### [Work to be completed]
In the data that follows, count the lines where "translate" appears, and write only the number.
Records shown Block Start
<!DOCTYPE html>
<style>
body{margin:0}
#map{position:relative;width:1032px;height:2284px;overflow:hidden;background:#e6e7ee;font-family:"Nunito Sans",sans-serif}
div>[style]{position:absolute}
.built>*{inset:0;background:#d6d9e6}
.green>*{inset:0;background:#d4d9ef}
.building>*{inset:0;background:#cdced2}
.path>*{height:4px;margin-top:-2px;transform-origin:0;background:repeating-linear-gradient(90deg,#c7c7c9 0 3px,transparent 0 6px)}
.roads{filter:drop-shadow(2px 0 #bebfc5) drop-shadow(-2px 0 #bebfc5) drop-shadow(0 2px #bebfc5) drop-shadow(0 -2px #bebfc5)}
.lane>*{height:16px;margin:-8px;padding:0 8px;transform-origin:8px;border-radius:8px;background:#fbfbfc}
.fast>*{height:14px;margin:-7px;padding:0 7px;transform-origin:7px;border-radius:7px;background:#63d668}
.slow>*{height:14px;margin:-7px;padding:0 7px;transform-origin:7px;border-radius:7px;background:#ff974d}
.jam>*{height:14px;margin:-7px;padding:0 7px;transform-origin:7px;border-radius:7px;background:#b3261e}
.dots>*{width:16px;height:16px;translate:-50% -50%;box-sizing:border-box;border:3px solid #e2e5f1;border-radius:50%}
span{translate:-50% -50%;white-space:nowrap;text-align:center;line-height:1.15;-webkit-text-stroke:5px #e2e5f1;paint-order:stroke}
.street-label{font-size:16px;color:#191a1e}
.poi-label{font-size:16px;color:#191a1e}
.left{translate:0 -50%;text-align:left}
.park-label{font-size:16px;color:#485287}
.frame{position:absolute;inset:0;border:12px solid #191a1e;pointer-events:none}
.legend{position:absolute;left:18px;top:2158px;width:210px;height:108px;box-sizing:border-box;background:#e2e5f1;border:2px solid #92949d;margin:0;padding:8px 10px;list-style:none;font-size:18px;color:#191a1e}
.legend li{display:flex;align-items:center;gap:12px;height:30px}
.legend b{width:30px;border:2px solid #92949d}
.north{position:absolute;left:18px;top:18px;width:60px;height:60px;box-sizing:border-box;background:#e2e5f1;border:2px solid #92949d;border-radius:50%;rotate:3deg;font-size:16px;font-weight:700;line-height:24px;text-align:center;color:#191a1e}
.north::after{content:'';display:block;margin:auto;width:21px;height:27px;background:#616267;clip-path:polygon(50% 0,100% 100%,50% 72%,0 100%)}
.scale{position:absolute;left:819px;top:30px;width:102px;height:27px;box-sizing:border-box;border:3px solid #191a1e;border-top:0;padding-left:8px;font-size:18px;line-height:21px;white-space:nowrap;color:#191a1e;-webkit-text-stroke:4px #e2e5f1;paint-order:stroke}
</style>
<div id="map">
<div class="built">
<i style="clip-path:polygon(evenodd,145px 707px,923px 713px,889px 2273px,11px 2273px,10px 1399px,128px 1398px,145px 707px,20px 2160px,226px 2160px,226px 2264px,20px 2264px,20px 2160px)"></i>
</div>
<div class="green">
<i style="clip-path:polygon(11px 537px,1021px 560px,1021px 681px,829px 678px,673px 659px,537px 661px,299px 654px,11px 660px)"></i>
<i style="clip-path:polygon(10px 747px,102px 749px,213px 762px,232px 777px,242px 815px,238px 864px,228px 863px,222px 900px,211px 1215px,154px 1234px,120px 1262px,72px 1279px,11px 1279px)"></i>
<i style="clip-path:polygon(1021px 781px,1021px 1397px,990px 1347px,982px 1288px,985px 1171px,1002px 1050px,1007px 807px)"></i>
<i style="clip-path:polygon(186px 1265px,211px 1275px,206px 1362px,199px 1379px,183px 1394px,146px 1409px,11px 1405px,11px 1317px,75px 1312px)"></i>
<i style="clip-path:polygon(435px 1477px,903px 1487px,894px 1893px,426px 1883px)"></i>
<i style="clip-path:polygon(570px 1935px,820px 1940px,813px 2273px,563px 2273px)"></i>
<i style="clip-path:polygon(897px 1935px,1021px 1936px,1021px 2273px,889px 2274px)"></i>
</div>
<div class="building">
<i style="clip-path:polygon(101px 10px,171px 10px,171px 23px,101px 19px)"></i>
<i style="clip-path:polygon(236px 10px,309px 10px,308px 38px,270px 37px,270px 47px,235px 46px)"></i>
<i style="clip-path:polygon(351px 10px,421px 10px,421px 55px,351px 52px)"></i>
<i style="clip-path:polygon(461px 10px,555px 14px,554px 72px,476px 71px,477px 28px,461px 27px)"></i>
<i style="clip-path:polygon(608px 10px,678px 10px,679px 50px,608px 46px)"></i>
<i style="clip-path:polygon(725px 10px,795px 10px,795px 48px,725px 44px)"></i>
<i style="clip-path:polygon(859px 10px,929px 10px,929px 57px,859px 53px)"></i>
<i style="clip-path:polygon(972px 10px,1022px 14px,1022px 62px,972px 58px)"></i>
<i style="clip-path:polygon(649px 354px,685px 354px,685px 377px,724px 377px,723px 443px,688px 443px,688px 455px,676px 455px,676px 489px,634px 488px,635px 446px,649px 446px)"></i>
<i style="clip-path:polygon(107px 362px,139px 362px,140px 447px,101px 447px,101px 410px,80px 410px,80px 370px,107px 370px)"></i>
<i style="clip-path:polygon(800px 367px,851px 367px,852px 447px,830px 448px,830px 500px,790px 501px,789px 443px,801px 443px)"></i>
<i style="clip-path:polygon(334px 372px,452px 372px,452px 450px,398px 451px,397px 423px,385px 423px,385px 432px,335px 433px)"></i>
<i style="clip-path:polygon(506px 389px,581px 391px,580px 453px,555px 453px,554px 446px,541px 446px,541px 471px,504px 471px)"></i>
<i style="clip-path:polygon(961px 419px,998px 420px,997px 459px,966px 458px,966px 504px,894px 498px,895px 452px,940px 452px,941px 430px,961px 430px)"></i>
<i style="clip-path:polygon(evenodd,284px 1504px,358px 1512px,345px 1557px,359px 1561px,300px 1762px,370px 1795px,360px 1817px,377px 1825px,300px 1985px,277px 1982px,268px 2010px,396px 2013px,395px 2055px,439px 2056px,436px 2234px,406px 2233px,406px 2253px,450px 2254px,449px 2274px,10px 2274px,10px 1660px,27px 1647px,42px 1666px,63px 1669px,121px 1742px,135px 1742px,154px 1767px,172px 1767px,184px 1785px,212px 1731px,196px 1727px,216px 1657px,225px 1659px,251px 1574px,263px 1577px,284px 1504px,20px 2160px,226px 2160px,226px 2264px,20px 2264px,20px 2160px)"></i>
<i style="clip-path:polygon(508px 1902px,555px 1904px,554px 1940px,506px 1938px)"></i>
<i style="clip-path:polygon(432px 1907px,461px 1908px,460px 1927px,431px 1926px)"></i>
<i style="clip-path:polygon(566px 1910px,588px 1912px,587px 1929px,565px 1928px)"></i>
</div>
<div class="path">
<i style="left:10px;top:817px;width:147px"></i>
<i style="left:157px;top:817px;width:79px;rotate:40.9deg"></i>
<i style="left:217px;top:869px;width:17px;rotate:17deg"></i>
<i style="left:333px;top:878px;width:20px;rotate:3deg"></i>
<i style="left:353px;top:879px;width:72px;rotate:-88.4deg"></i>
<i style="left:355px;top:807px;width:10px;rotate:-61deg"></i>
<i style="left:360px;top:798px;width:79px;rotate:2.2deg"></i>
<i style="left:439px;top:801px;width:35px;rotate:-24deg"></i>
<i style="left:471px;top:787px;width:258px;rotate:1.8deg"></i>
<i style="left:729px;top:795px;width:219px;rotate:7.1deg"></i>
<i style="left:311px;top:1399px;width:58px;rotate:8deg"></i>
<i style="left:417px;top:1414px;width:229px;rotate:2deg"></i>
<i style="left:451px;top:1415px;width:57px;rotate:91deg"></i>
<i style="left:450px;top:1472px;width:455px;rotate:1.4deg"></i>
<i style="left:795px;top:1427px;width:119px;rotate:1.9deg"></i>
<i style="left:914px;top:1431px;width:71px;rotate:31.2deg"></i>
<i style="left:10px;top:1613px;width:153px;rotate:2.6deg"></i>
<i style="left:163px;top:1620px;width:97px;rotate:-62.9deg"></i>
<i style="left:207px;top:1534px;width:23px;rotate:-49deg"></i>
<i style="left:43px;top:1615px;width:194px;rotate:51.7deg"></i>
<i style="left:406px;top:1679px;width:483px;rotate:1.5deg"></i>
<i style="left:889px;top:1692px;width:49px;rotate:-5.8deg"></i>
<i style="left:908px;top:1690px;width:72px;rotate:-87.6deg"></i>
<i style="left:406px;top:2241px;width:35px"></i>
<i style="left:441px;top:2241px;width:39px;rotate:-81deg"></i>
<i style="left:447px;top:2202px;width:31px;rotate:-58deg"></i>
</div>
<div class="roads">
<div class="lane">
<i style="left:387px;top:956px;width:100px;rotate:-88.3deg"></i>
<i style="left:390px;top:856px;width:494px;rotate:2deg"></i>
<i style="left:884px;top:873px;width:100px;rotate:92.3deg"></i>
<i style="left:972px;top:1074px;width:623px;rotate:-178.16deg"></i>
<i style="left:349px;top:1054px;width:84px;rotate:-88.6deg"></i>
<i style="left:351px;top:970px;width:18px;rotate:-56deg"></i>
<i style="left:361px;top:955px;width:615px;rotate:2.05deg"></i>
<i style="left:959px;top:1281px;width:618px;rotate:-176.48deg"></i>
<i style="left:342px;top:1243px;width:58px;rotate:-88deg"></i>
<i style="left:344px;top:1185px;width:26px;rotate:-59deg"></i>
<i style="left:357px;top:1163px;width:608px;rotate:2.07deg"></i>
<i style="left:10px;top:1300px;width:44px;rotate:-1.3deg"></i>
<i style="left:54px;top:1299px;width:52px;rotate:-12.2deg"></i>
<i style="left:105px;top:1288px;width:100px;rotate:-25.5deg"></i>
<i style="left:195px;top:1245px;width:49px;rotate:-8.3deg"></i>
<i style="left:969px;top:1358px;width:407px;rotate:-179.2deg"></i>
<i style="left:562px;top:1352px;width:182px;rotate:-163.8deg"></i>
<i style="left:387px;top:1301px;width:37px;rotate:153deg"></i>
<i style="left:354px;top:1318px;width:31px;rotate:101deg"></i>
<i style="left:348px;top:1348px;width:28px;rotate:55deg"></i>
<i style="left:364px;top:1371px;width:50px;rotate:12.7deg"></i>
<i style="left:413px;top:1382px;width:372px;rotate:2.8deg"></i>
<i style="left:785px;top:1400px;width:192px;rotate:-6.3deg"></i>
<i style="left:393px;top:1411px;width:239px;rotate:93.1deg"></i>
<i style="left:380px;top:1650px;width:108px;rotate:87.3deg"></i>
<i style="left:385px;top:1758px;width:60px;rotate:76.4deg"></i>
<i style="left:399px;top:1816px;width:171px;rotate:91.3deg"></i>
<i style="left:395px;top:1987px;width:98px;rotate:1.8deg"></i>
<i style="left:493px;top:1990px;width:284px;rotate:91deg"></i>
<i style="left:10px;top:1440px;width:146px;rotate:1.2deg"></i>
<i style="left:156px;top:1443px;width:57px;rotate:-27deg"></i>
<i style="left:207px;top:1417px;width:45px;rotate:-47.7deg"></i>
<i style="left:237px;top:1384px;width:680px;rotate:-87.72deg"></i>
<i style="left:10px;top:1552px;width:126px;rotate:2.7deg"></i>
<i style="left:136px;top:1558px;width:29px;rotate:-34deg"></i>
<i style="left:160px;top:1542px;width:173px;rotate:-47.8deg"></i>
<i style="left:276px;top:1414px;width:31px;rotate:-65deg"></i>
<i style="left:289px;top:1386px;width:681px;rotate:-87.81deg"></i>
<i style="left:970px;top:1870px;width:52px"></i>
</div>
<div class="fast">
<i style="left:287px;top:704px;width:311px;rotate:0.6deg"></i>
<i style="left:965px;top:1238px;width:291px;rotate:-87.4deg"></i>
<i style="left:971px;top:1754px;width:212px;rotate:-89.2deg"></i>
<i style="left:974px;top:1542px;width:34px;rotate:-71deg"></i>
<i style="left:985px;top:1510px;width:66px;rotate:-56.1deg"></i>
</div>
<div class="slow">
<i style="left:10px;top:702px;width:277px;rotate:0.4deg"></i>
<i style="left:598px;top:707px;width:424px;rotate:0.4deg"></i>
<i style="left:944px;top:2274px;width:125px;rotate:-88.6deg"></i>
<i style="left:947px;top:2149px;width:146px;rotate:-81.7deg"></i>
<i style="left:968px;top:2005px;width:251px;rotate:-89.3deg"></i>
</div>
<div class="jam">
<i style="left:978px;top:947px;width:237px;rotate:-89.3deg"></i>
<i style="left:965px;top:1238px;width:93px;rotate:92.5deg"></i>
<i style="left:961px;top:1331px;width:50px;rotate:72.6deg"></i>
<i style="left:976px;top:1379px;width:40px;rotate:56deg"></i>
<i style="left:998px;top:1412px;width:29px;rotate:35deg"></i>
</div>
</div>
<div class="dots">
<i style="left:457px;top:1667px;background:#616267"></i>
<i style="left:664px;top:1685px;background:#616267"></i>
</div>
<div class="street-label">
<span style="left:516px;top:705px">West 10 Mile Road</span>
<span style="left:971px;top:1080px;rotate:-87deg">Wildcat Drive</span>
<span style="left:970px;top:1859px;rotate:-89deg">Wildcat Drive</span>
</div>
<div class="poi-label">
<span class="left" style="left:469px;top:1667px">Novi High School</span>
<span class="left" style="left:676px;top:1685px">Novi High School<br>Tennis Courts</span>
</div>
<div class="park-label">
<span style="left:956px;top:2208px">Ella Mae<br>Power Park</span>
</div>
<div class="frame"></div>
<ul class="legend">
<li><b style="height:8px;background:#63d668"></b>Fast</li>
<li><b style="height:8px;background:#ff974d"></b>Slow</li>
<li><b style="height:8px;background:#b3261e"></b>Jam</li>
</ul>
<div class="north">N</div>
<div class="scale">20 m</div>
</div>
Records shown Block End
### [Result]
3